Exercise details
Look over the listing below and report how many of its lines contain the string "lane", with no other words.
== Segment start ==
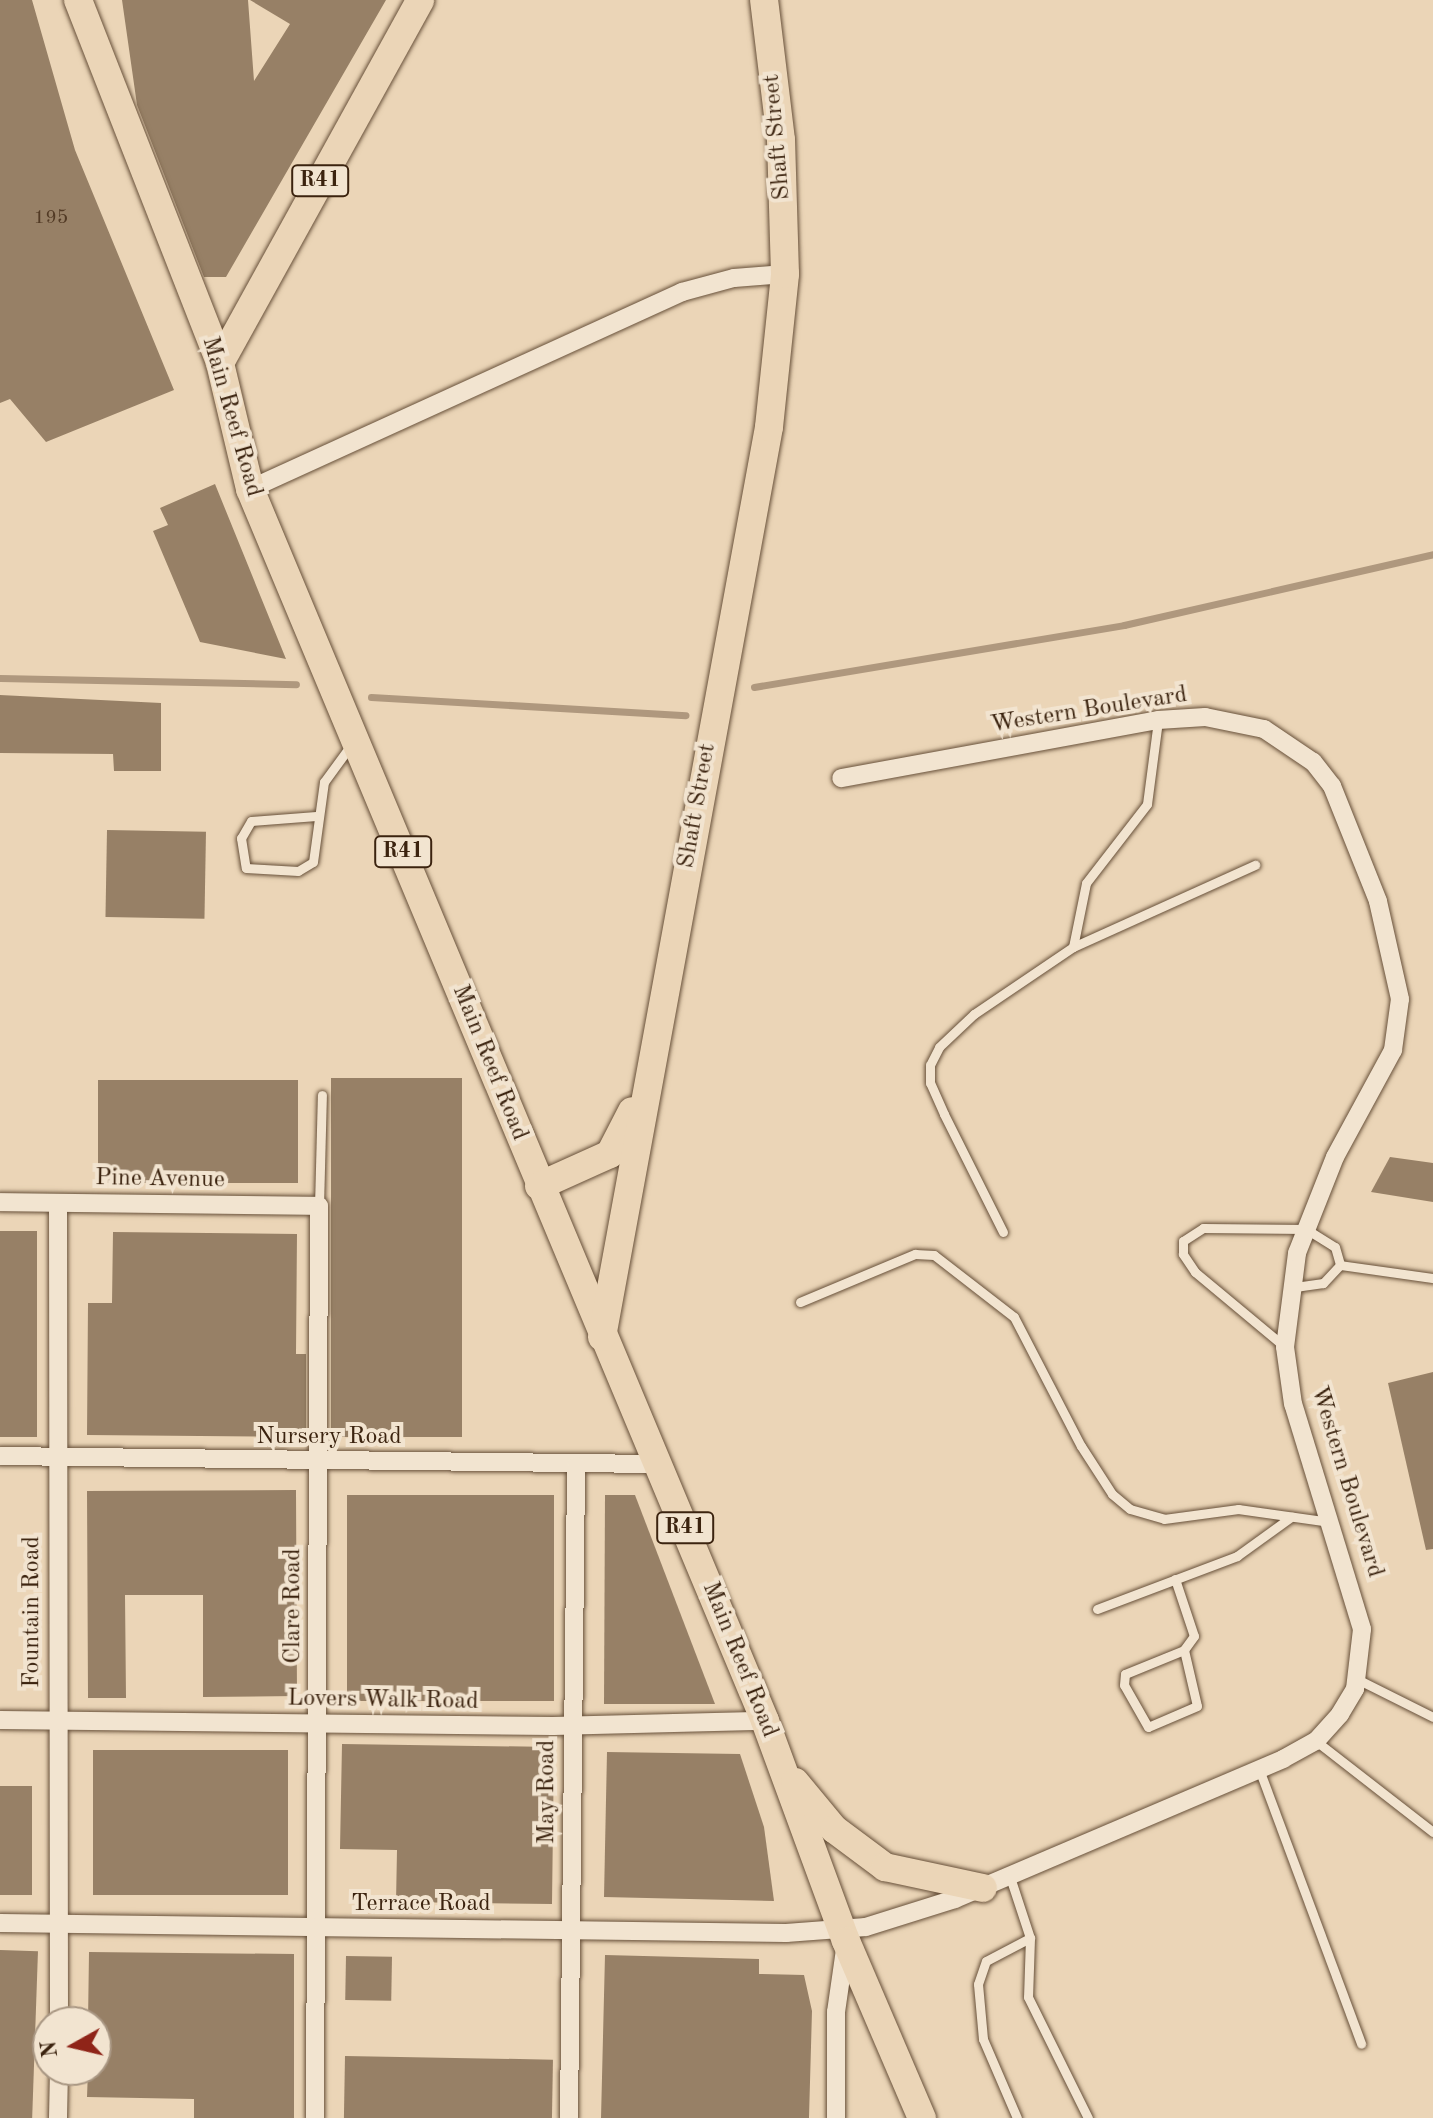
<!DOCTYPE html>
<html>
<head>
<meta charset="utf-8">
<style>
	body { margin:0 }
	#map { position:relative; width:1433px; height:2118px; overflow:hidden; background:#ebd5b7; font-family:"Old Standard TT",serif }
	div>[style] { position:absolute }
	.stream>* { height:7px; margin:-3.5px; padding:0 3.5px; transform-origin:3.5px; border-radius:3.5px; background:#af987e }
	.building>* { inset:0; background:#978066; transform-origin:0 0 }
	.roads { filter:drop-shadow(0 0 2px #675039) drop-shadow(0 0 2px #675039) }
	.lane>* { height:9px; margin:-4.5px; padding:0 4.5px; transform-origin:4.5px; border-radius:4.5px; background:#f2e4d0 }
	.street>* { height:18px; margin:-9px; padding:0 9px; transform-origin:9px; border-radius:9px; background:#f2e4d0 }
	.primary>* { height:28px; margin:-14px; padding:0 14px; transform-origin:14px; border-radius:14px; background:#ebd5b7 }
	span { translate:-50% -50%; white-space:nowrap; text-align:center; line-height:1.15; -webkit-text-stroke:8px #f2e4d0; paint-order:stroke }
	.number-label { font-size:20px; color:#523a25 }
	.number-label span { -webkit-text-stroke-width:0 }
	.shield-label span { padding:2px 6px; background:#f2e4d0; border:2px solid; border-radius:6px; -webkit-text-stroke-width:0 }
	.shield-label { font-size:22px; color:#3b230f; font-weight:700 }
	.street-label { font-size:24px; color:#3b230f }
	.north { position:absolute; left:32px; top:2006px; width:80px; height:80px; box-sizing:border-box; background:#f2e4d0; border:2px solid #a99783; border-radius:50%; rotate:262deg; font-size:22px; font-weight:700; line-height:32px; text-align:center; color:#3b230f }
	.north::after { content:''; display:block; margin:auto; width:28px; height:36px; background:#8f2418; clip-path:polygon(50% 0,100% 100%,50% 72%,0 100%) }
</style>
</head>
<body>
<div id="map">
	<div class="stream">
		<i style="left:0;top:678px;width:296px;rotate:1.2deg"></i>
		<i style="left:754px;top:687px;width:375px;rotate:-9.5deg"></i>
		<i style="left:1124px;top:625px;width:317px;rotate:-12.9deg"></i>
		<i style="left:371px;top:697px;width:315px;rotate:3.3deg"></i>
	</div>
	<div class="building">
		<i style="clip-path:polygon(0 0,32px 0,75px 150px,174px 390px,46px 442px,10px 399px,0 403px)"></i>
		<i style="clip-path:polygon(122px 0,248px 0,254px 81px,290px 24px,250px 0,386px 0,226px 277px,204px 277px,137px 105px)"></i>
		<i style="clip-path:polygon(215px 484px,286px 659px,200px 642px,153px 531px,168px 525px,160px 508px)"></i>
		<i style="clip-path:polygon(0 695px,161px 703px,161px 771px,114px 771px,113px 754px,0 753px)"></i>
		<i style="left:107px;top:830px;width:99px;height:87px;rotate:1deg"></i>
		<i style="left:331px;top:1078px;width:131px;height:359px"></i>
		<i style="left:98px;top:1080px;width:200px;height:103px"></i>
		<i style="clip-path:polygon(1390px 1157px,1433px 1163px,1433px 1202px,1371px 1192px)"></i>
		<i style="left:0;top:1231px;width:37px;height:206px"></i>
		<i style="clip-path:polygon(113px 1232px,297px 1234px,296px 1354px,306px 1354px,306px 1437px,87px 1435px,88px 1303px,112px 1303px)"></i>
		<i style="clip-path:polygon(1433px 1372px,1433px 1549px,1426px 1550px,1388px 1383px)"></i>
		<i style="clip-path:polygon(296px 1490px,297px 1696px,203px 1697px,203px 1595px,125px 1595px,126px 1698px,88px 1698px,87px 1491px)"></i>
		<i style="left:347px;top:1495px;width:207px;height:206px"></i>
		<i style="clip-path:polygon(605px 1495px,635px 1495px,715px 1704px,604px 1704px)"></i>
		<i style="clip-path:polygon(342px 1744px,554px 1747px,552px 1904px,396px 1902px,397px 1850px,340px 1849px)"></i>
		<i style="left:93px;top:1750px;width:195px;height:145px"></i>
		<i style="clip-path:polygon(607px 1752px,740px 1754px,764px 1827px,774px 1901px,604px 1897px)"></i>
		<i style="left:0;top:1786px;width:32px;height:109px"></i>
		<i style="left:0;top:1950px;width:38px;height:168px;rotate:2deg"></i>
		<i style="clip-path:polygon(89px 1952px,294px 1954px,294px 2118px,194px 2118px,194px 2099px,87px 2097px,88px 2070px,96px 2070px,96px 2022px,88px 2022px)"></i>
		<i style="clip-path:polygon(605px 1955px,759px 1959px,759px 1974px,804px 1975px,812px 2011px,809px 2118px,601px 2118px)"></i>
		<i style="left:346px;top:1956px;width:46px;height:44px;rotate:1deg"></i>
		<i style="left:345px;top:2056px;width:208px;height:62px;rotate:1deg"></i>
	</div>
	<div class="roads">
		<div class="lane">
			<i style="left:316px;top:816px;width:65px;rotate:175.6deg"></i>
			<i style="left:251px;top:821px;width:20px;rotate:120deg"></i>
			<i style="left:241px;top:838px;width:30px;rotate:81deg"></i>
			<i style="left:246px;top:868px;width:52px;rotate:3.3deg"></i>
			<i style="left:298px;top:871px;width:17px;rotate:-31deg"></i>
			<i style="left:313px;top:862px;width:81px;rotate:-82.2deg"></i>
			<i style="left:324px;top:782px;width:46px;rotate:-53.9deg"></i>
			<i style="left:1073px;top:947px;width:200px;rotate:-24.3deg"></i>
			<i style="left:319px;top:1206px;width:111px;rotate:-88.5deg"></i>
			<i style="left:1003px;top:1232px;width:132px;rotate:-116.6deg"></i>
			<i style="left:944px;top:1114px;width:34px;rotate:-114deg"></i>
			<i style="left:930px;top:1083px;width:18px;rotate:-90deg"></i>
			<i style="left:930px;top:1065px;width:20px;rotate:-63deg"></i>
			<i style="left:939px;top:1047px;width:48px;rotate:-43.3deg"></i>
			<i style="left:974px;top:1014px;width:120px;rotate:-34.1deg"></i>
			<i style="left:1073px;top:947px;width:65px;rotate:-78.5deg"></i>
			<i style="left:1086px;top:883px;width:100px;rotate:-52.3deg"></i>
			<i style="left:1147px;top:804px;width:85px;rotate:-82.5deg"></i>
			<i style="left:1340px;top:1265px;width:94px;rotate:8deg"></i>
			<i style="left:800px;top:1302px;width:125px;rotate:-22.7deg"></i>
			<i style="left:915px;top:1254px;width:19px;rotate:3deg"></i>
			<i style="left:934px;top:1255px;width:101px;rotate:37.8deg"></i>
			<i style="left:1014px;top:1317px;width:145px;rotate:62.6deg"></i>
			<i style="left:1081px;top:1446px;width:57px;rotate:57.1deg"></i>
			<i style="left:1112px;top:1494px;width:23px;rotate:40deg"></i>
			<i style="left:1130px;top:1509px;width:35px;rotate:16deg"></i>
			<i style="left:1164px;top:1519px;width:75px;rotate:-7.7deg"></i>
			<i style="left:1238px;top:1509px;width:93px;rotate:8deg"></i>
			<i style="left:1285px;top:1347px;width:117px;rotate:-140.2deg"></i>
			<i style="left:1195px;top:1272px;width:22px;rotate:-124deg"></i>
			<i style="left:1183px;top:1254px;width:13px;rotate:-90deg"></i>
			<i style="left:1183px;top:1241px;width:24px;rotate:-33deg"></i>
			<i style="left:1203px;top:1228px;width:103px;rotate:0.6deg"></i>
			<i style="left:1306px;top:1229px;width:34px;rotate:32deg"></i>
			<i style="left:1335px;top:1247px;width:19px;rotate:74deg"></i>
			<i style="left:1340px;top:1265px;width:25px;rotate:133deg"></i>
			<i style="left:1323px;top:1283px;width:30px;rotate:172deg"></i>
			<i style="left:1175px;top:1579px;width:60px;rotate:71.6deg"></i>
			<i style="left:1194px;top:1636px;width:17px;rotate:126deg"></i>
			<i style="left:1184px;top:1650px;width:57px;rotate:76.9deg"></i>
			<i style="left:1197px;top:1706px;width:53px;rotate:156.8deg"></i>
			<i style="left:1148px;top:1727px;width:48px;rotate:-119.7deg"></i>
			<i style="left:1124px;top:1685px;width:11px;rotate:-85deg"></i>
			<i style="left:1125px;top:1674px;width:64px;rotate:-22.1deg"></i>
			<i style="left:1097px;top:1609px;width:150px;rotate:-20.7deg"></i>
			<i style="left:1237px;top:1556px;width:67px;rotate:-35.8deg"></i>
			<i style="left:1357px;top:1679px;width:85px;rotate:26.6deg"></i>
			<i style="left:1316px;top:1741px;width:148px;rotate:37.9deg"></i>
			<i style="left:1259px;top:1769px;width:293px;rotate:69.6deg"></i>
			<i style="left:1010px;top:1877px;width:64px;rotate:71.8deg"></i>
			<i style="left:1030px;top:1938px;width:59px;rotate:91.9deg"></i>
			<i style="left:1028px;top:1997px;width:135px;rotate:63.6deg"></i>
			<i style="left:1017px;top:2118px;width:86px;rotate:-113.3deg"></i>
			<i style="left:983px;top:2039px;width:55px;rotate:-95.2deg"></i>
			<i style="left:978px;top:1984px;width:24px;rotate:-71deg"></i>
			<i style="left:986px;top:1961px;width:50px;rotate:-27.6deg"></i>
		</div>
		<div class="street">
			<i style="left:250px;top:489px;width:475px;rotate:-24.5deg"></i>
			<i style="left:682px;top:292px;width:54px;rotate:-15.1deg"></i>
			<i style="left:734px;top:278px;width:51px;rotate:-4.5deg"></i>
			<i style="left:0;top:1202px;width:319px;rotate:0.7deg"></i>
			<i style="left:319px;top:1206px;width:912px;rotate:90.25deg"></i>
			<i style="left:58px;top:1203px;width:819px;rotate:89.93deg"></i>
			<i style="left:0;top:1456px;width:658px;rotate:0.7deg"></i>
			<i style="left:0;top:1720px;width:553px;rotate:0.62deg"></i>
			<i style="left:553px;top:1726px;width:212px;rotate:-1.4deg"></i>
			<i style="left:0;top:1923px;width:786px;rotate:0.73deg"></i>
			<i style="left:786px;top:1933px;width:80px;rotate:-4.3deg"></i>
			<i style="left:866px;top:1927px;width:93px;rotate:-17.5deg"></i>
			<i style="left:955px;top:1899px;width:357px;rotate:-23.1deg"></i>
			<i style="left:1283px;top:1759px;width:38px;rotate:-29deg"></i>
			<i style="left:1316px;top:1741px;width:36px;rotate:-48deg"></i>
			<i style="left:1340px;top:1714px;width:29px;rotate:-59deg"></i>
			<i style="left:1355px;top:1689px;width:60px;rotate:-83.3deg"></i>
			<i style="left:1362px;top:1629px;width:235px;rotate:-107deg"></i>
			<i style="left:1293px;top:1404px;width:58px;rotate:-98deg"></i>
			<i style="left:1285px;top:1347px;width:95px;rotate:-82.7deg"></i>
			<i style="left:1297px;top:1253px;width:103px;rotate:-68.4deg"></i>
			<i style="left:1335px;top:1157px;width:122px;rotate:-61.5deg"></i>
			<i style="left:1393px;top:1050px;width:51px;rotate:-82.2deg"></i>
			<i style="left:1400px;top:999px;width:100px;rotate:-102.7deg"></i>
			<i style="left:1378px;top:901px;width:124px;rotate:-111.8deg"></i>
			<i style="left:1332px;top:786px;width:31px;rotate:-128deg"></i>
			<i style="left:1313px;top:762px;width:59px;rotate:-146deg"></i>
			<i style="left:1264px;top:729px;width:60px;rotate:-168.5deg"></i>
			<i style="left:1205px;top:717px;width:47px;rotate:176.3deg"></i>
			<i style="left:1158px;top:720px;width:322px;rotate:169.6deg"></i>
			<i style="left:58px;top:2118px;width:48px;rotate:-88.8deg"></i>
			<i style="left:569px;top:2118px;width:652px;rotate:-89.38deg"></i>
			<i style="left:836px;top:2118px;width:106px;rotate:-90deg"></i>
			<i style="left:836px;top:2012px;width:70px;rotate:-81.8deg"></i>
		</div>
		<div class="primary">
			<i style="left:78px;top:0;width:390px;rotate:68.6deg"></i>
			<i style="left:220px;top:363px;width:130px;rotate:76.6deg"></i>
			<i style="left:250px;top:489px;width:1335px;rotate:67.31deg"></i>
			<i style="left:765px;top:1721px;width:234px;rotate:69.8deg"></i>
			<i style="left:846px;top:1941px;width:193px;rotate:66.8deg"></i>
			<i style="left:220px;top:363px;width:414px;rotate:-61.1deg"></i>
			<i style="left:539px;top:1186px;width:78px;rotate:-24.3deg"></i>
			<i style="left:610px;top:1154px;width:48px;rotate:-62.9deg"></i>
			<i style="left:602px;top:1337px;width:925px;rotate:-79.6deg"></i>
			<i style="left:769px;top:427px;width:154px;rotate:-84deg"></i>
			<i style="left:785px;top:274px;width:134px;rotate:-91.7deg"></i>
			<i style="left:781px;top:140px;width:141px;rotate:-96.9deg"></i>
			<i style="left:795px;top:1782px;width:61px;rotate:50.3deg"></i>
			<i style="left:834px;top:1829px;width:64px;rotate:36.7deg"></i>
			<i style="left:885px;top:1867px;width:100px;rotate:12.1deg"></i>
		</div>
	</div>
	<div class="number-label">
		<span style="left:51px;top:218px">195</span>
	</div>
	<div class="shield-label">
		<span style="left:320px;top:181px">R41</span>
		<span style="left:403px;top:852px">R41</span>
		<span style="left:685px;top:1528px">R41</span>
	</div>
	<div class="street-label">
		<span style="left:778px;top:137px;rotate:-95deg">Shaft Street</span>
		<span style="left:231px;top:417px;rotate:74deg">Main Reef Road</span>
		<span style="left:1089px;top:711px;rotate:-9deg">Western Boulevard</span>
		<span style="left:698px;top:806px;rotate:-80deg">Shaft Street</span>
		<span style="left:489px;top:1063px;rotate:68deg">Main Reef Road</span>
		<span style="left:160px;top:1180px;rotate:1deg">Pine Avenue</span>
		<span style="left:329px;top:1438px">Nursery Road</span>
		<span style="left:1346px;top:1482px;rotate:73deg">Western Boulevard</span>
		<span style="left:294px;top:1606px;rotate:-90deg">Clare Road</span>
		<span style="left:33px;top:1612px;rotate:-90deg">Fountain Road</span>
		<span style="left:739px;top:1660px;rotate:68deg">Main Reef Road</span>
		<span style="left:383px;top:1701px;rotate:1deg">Lovers Walk Road</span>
		<span style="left:548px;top:1792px;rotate:-90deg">May Road</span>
		<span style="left:421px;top:1905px">Terrace Road</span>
	</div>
	<div class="north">N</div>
</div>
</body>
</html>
== Segment end ==
Exercise output
2